The study, published in the Proceedings of the National Academy of Sciences, surveyed 262 students on their media consumption habits. “We wanted to ask, ‘What happens to people who multitask all the time?'” said Clifford Nass, a Stanford University cognitive scientist.

“These are all very standard tasks in psychology,” said Nass. “In the first, there’s lots of evidence that if people do poorly, they have trouble ignoring irrelevant information. For the second task, there are many demonstrations that this is a good reflection of people’s ability to organize things in their working memory. The third task shows how fast and readily people switch from doing one thing to another.”

“There’s substantial literature on how the brain handles multi-tasking. And basically, it doesn’t…what’s really going on is a rapid toggling among tasks rather than simultaneous processing,” explains Jordan Grafman, chief of the cognitive neuroscience section at the National Institute of Neurological Disorders and Stroke in an article for the American Management Association.

One study observed the work flow of two high-tech corporations. This time-on-task study from professors at the University of California used a sample size of 1,000 worker-hours. In this study, it was discovered that the employees only spent an average of 11 minutes before being interrupted or having to move on to something else. Then it took 25 minutes for them to work their way back to the original task, according to “Is Multi-tasking Counterproductive?” by the American Management Association.

Microsoft Research Labs ran a different focused study, but the results were similar. It found that following an interruption, such as an e-mail or phone call, the participant went and did something else 40 percent of the time. This is incredible that only 60 percent of people stayed on their original task after they were interrupted.

Researcher David Meyer, Ph.D. helped conduct a multitasking study at the University of Michigan. “People in a work setting,” says Meyer, “who are banging away on word processors at the same time they have to answer phones and talk to their co-workers or bosses – they’re doing switches all the time. Not being able to concentrate for, say, tens of minutes at a time, may mean it’s costing a company as much as 20 to 40 percent” in terms of potential efficiency lost, or the “time cost” of switching, as these researchers call it.

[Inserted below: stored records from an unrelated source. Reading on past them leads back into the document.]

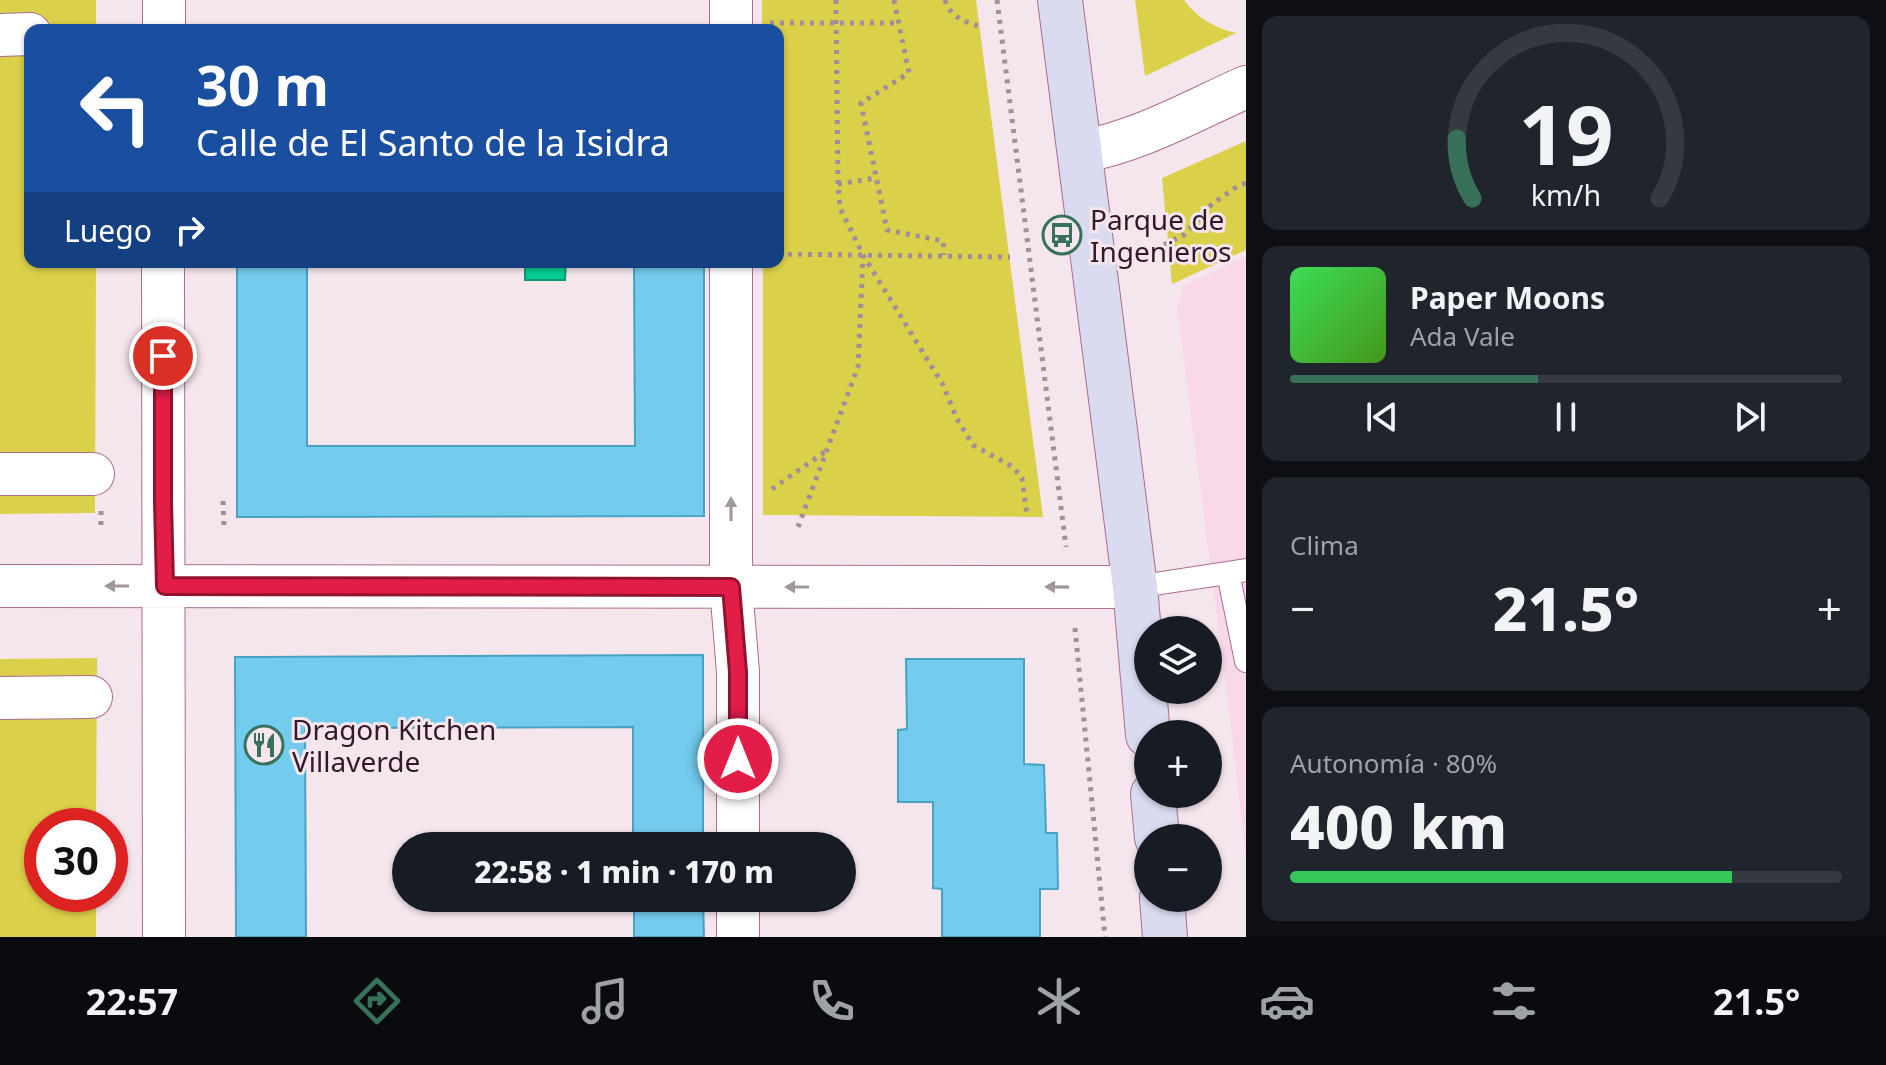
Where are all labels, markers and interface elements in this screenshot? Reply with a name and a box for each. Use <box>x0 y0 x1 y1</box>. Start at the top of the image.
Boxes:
text: 30 m <box>196 46 329 122</box>
icon: left <box>64 56 168 160</box>
text: 19 <box>1518 76 1614 189</box>
text: Calle de El Santo de la Isidra <box>196 118 670 167</box>
text: km/h <box>1531 175 1601 214</box>
place label: Parque de Ingenieros <box>1090 200 1232 270</box>
icon: right <box>168 208 212 252</box>
text: Luego <box>64 210 152 251</box>
bus stop icon: Parque de Ingenieros <box>1041 214 1083 256</box>
text: Paper Moons <box>1410 277 1605 318</box>
text: Ada Vale <box>1410 318 1515 354</box>
pin <box>129 322 197 390</box>
icon: arrive <box>141 334 185 378</box>
icon: previous <box>1360 395 1404 439</box>
icon: pause <box>1544 395 1588 439</box>
icon: next <box>1728 395 1772 439</box>
one-way arrow <box>725 496 738 521</box>
text: Clima <box>1290 527 1359 563</box>
text: 21.5° <box>1493 567 1639 649</box>
text: − <box>1290 578 1315 638</box>
text: + <box>1817 578 1842 638</box>
one-way arrow <box>104 580 129 592</box>
one-way arrow <box>784 581 809 593</box>
one-way arrow <box>1044 581 1069 593</box>
map controls <box>1134 616 1222 912</box>
button: layers <box>1134 616 1222 704</box>
place label: Dragon Kitchen Villaverde <box>292 710 496 780</box>
position arrow <box>696 717 780 801</box>
button: + <box>1134 720 1222 808</box>
restaurant icon: Dragon Kitchen Villaverde <box>243 724 285 766</box>
text: Autonomía · 80% <box>1290 745 1497 781</box>
text: 400 km <box>1290 785 1507 867</box>
speed limit sign: 30 <box>24 808 128 912</box>
button: − <box>1134 824 1222 912</box>
text: 22:58 · 1 min · 170 m <box>474 851 774 892</box>
icon: directions <box>349 973 405 1029</box>
icon: music <box>577 973 633 1029</box>
icon: phone <box>804 973 860 1029</box>
icon: climate <box>1031 973 1087 1029</box>
icon: car <box>1259 973 1315 1029</box>
icon: filters <box>1486 973 1542 1029</box>
text: 22:57 <box>86 977 178 1026</box>
text: 21.5° <box>1713 977 1800 1026</box>

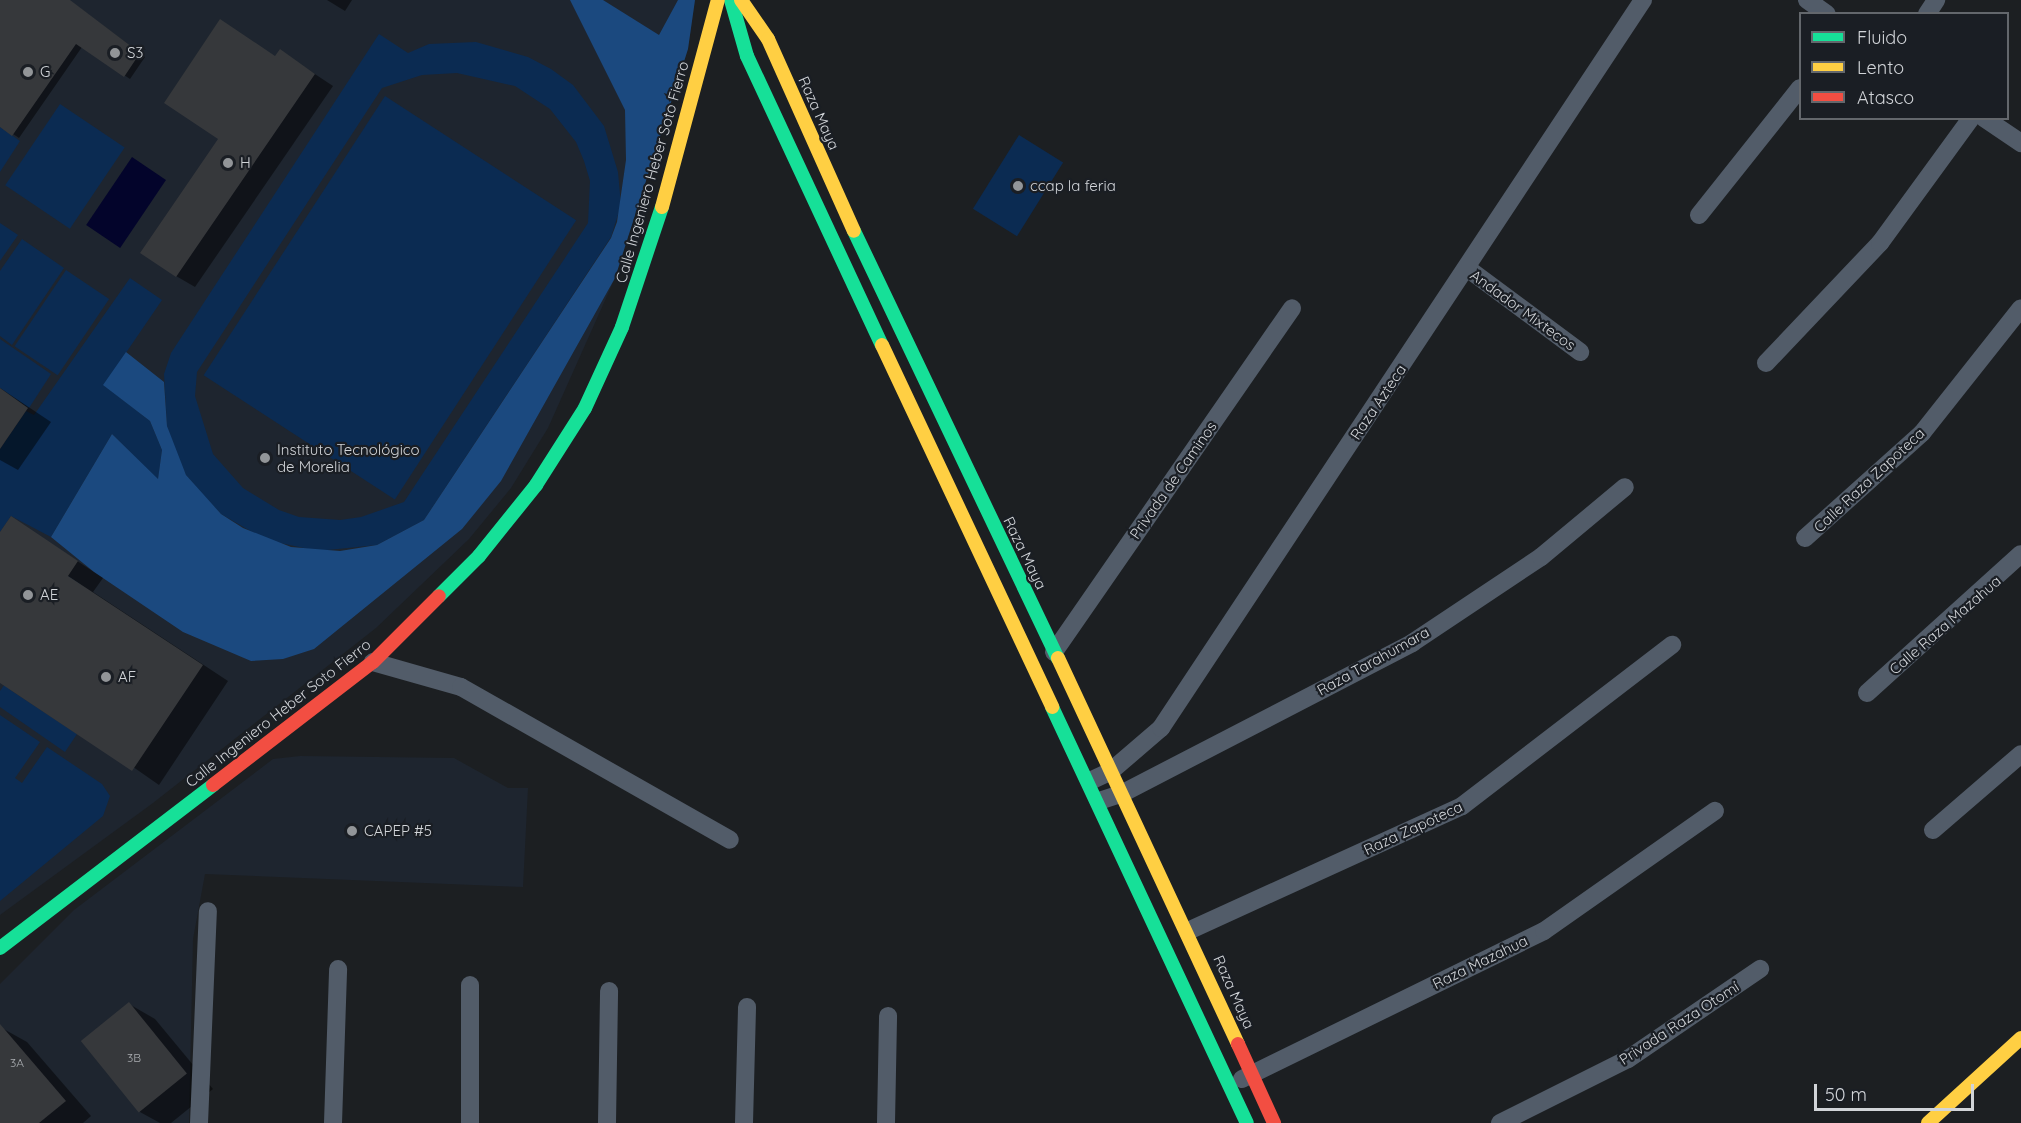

Perhaps the most telling of all is the data from information-technology research firm Basex. One thousand Basex employees, including managers, were studied and it was determined that 2.1 hours per day are lost to interruptions. This indicates over 26 percent of the average work day is wasted due to multitasking and unwanted interruptions.

The studies mentioned touch on how unproductive multitasking can be, but it also can take a toll on our health. Have you ever felt overwhelmed, burnt out, or full of anxiety as a result of your multitasking? My guess is yes. Unfortunately, this is a potentially fast road to depression. Constantly switching between tasks is very taxing on the brain. Simply look at your computer when you’re running multiple programs; it slows down significantly. The same thing happens to the super computer in our heads.

Managing two mental tasks at once reduces the brainpower available for either task, according to a study published in the journal NeuroImage. “It doesn’t mean you can’t do several things at the same time,” says Dr. Just, co-director of Carnegie Mellon University’s Center for Cognitive Brain Imaging, interviewed by Buzz About Science. “But we’re kidding ourselves if we think we can do so without cost.”

As Meyer points out, “It’s kind of like one of the ‘Dirty Harry’ movies with Clint Eastwood. At the end of the film Clint says, ‘A man’s gotta know his limitations.'”

Do you know your multitasking limitations?